Friday, May 29, 2009

If you're happy and you know it, please leave.

If you are one of those rare and utterly bourgeois creatures who are truly satisfied with what they're doing, seek the written word elsewhere. This is not for you. Yes, this means the lucky and elite few who manage to combine making a living with doing what makes them happy. The whole miserable proletariat lot of us have the cold comfort of security in return for forsaking our true desires.

Don't you just hate it when real life gets in the way of your dreams? If truth be told, most of us would really be doing something else were we were to 'follow our hearts'.

A line I once read in Anne of Green Gables comes to mind - "My life is a perfect graveyard of buried hopes." There are millions of people out there today, stuck with choices that they didn't want, whose hopes and dreams and wishes have been interred six feet under. Which is very sad, when you think about it. It also makes for one enormous graveyard.

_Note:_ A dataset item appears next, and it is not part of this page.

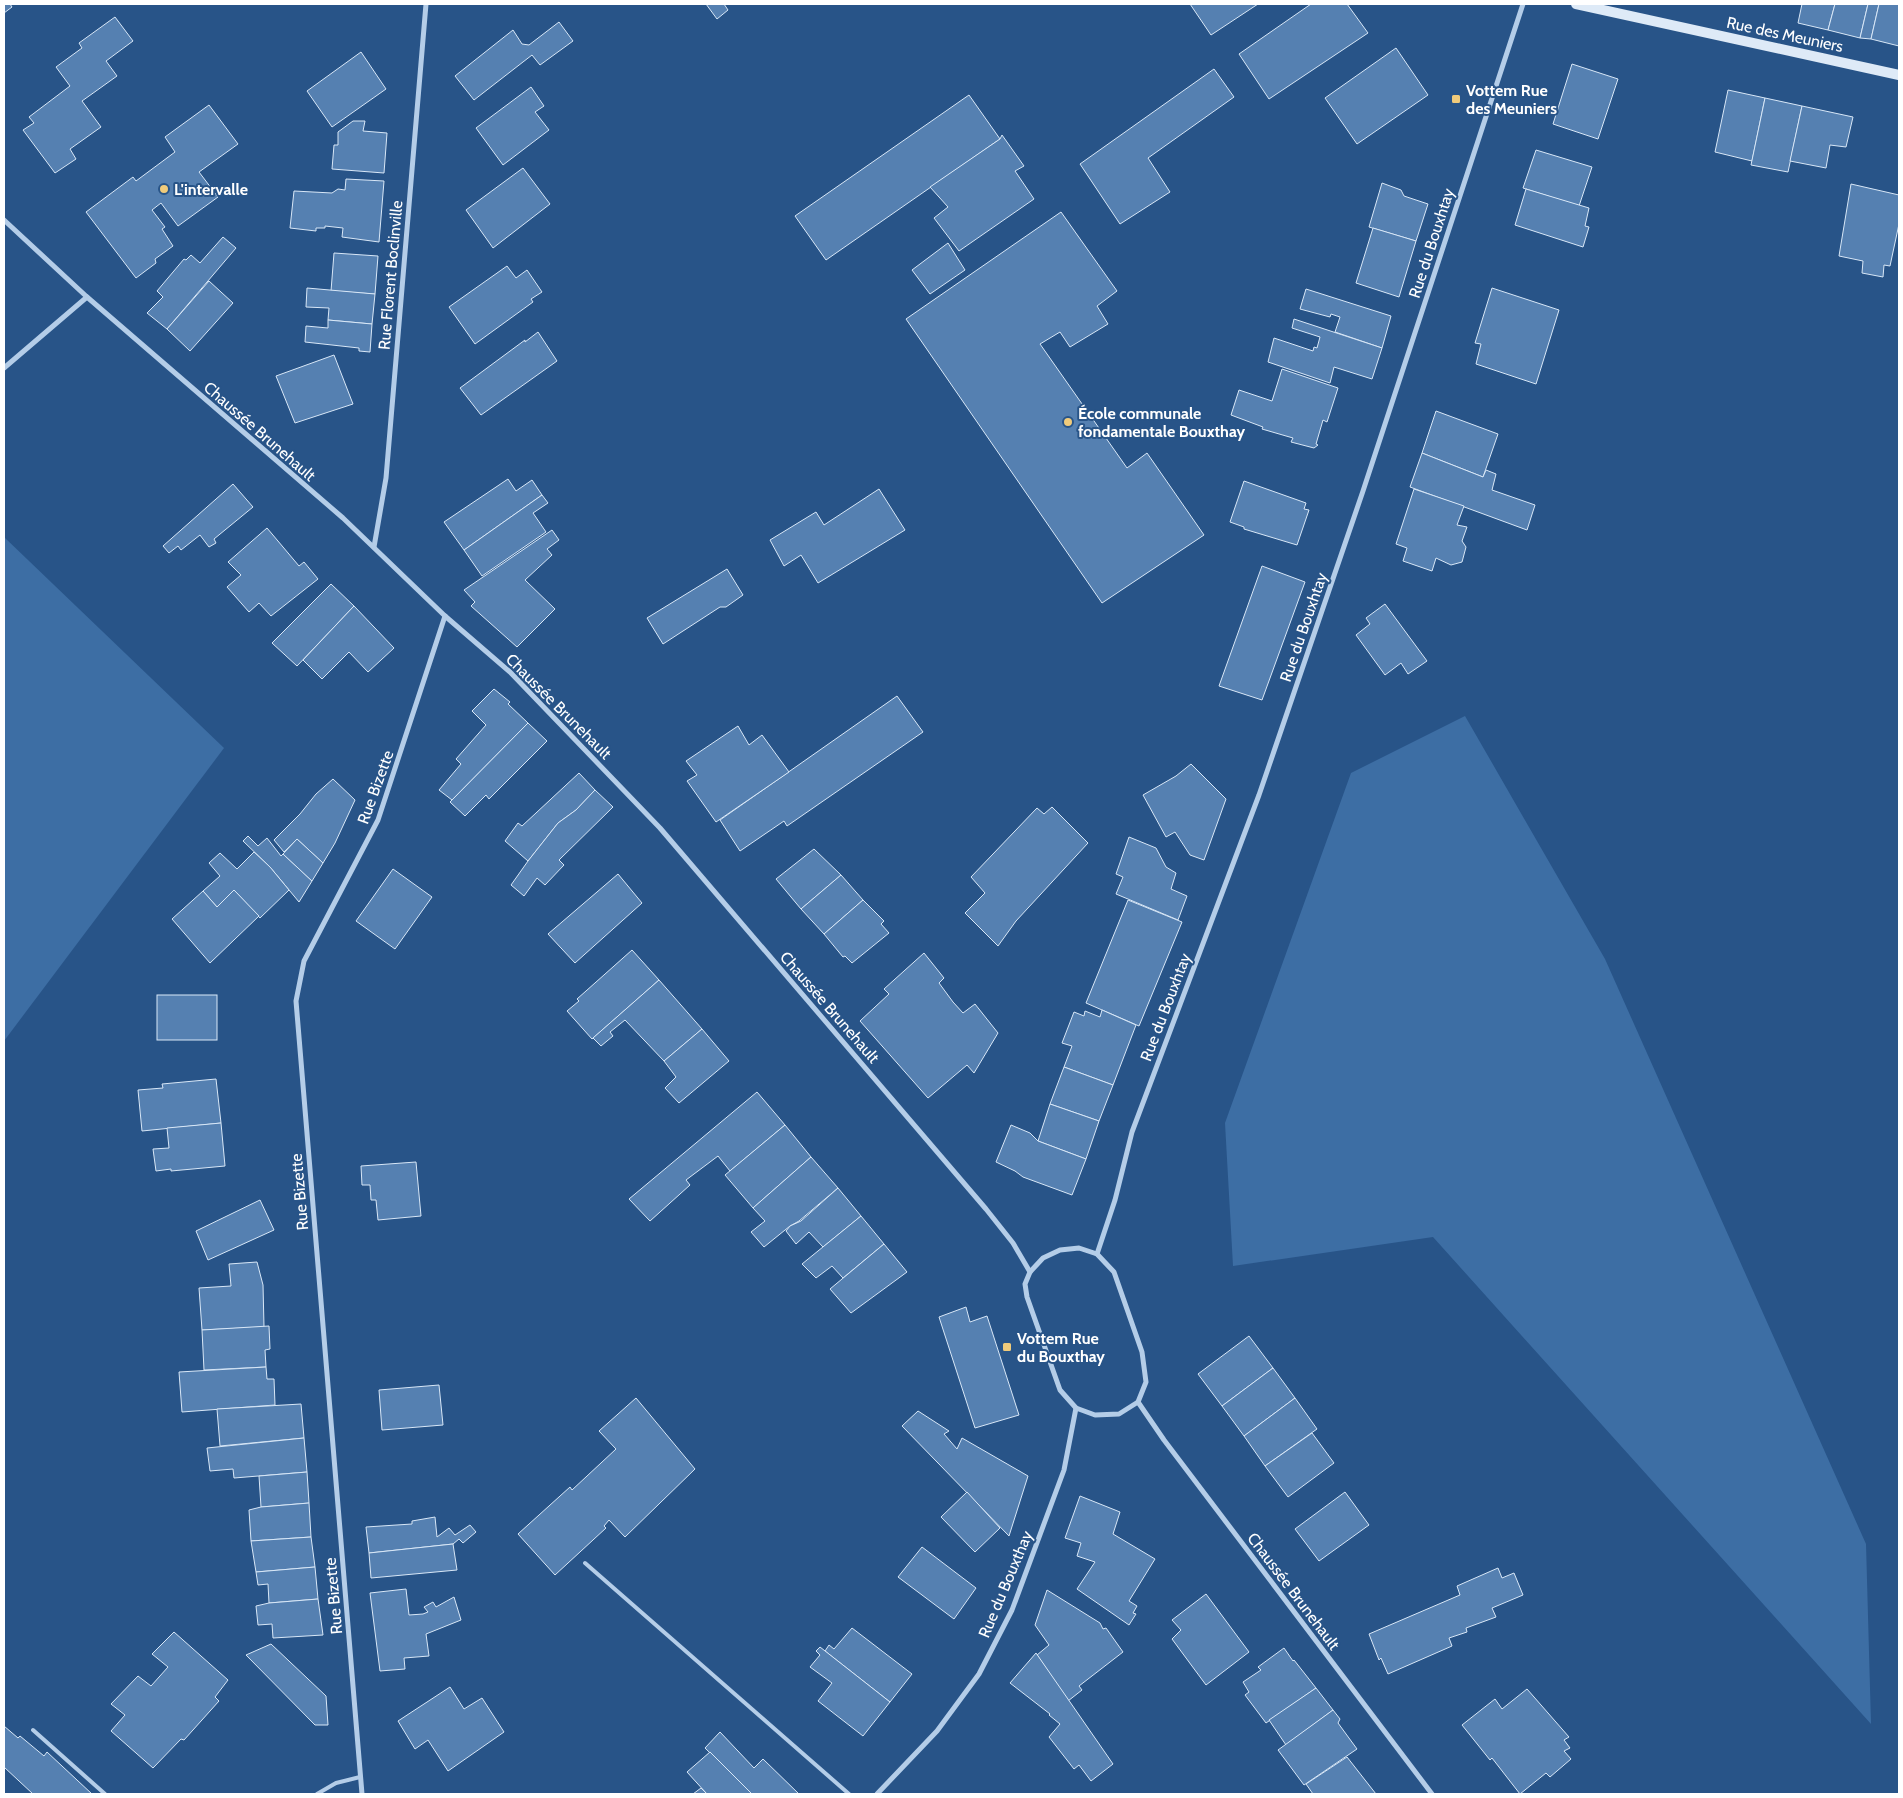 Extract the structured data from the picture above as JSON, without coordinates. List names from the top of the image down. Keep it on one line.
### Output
{"streets":{"street":["Rue des Meuniers","Rue du Bouxhtay","Rue Florent Boclinville","Chaussée Brunehault","Rue Bizette","Rue du Bouxthay"]},"crossings":[["Rue Florent Boclinville","Chaussée Brunehault"],["Chaussée Brunehault","Rue Bizette"]],"places":{"transit":["Vottem Rue des Meuniers","Vottem Rue du Bouxthay"],"other":["L'intervalle","École communale fondamentale Bouxthay"]}}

(Here also, is where we see the Hand-Me-Down complex, for want of a better term - parents forcing their children to study at boarding schools/learn Carnatic music/become a doctor, saying, It was my dream but I didn't get to do it, so now I'm giving it to you. If there's anything worse than a dead dream, it's a second-hand dream.)

If I were paid to do what made me happy, then I'd be a host on the Travel and Living channel. Or a writer for the Lifestyle section of a newspaper. Or a personal shopper.

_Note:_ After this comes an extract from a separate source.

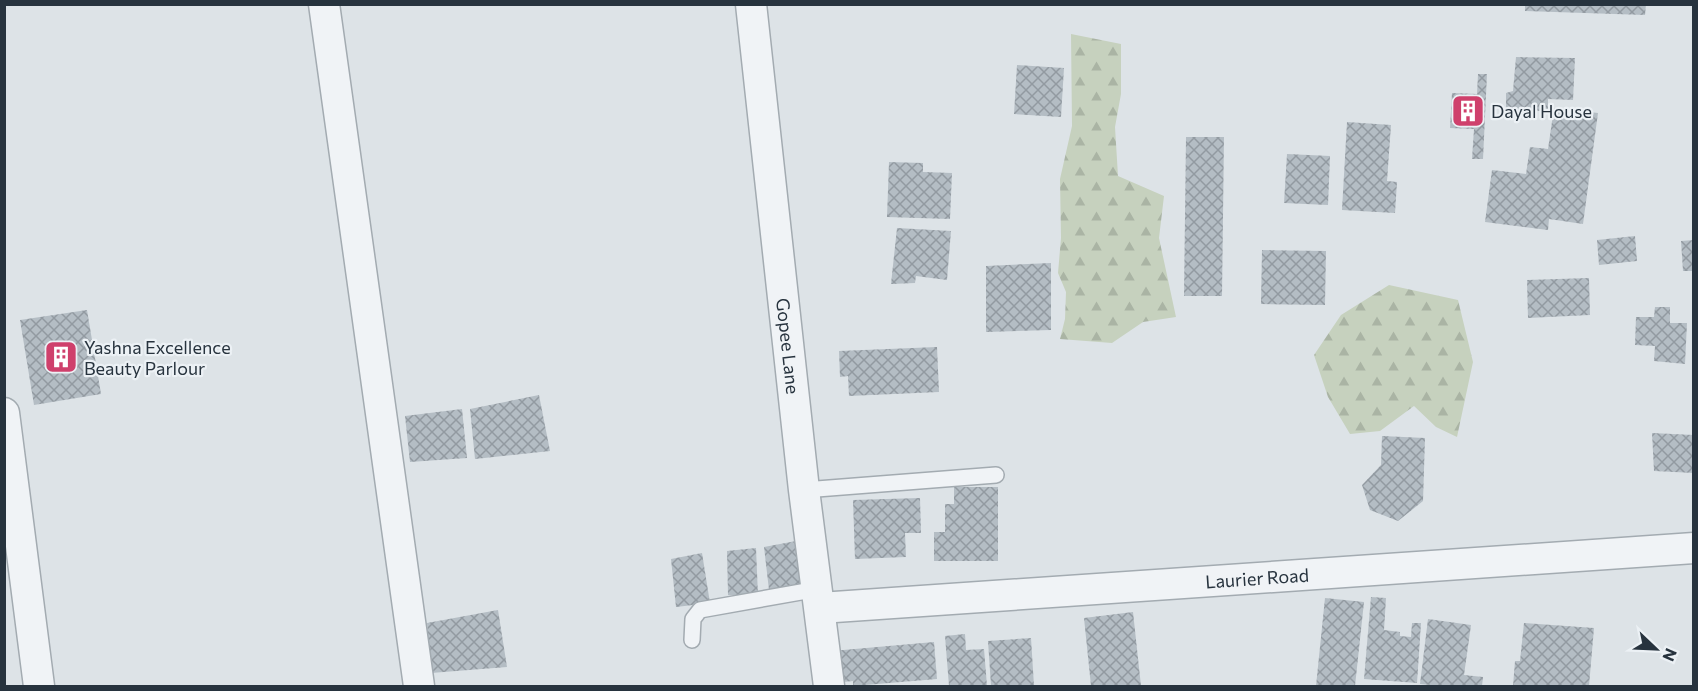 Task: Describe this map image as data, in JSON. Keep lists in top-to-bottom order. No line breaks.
{"streets":{"street":["Gopee Lane","Laurier Road"]},"crossings":[["Gopee Lane","Laurier Road"]],"places":{"building":["Dayal House","Yashna Excellence Beauty Parlour"]},"north":"bottom right"} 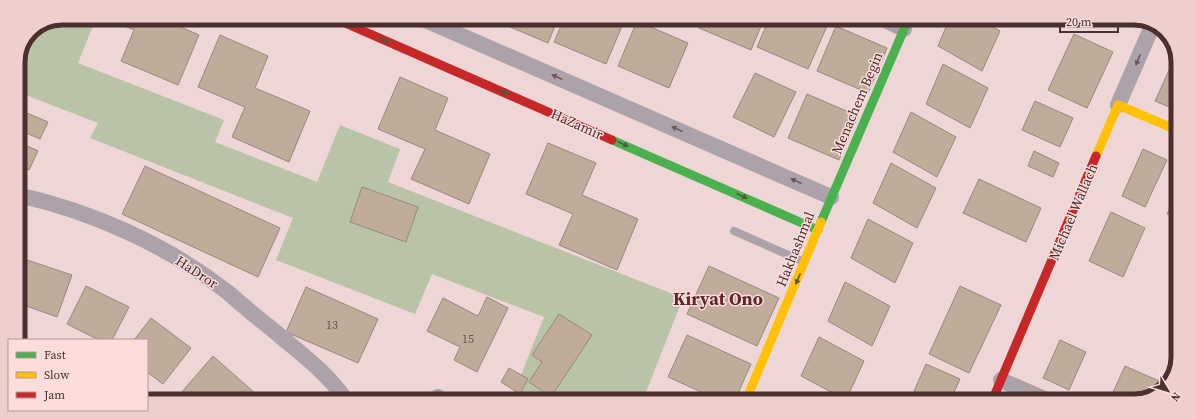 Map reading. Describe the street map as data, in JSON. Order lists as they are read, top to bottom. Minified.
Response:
{"streets":{"street":["Menachem Begin","HaZamir","Michael Wallach","Hakhashmal","HaDror"]},"crossings":[["Menachem Begin","Hakhashmal"],["HaZamir","Hakhashmal"]],"one_way":["Hakhashmal"],"districts":["Kiryat Ono"],"house_numbers":["13","15"],"legend":["Fast","Slow","Jam"],"scale_bar":"20 m","north":"bottom right"}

I know a friend who works in marketing, but would really rather be a chef. And he'd be good at it, too. Makes the best goddamn mango smoothies in all of creation (adding a few pureed dates is the secret). Another friend wants to spend his life modifying automobiles. His currently works at analysing patents (you read that right, patents). A girl I know would probably give up everything to become a photographer if someone paid her enough money for it. My brother still thinks there's a niche out there for professional gamers (but he's studying mechanical engineering).

We all have those Dreams. Those half-secret, half-guilty moments where the thought of just "giving this all up" and going after what you want comes so close, only to be pushed away again. Becoming a bartender, wedding dress designer, singer, race car driver, hitchhiker. But for whatever reason, gave up those dreams and settled into staid bank careers or HR positions or, horror of horrors, programming jobs.

So you want to travel the world. But there's family at home you can't leave behind. Or people who're not going to let you leave.

Of course you would take your chances and open a restaurant. It's too bad your education came in between. Now all you know how to do is practice the law.

You could probably start that band in your spare time, but your job requires you to work around the clock. And you just want to sleep the few hours you get off.

Your biggest dream is to work and live by yourself in the big, bad city. Darn it, there's a non-negotiable age clause in your horoscope and it's bye-bye freedom, hello mangal-sutra.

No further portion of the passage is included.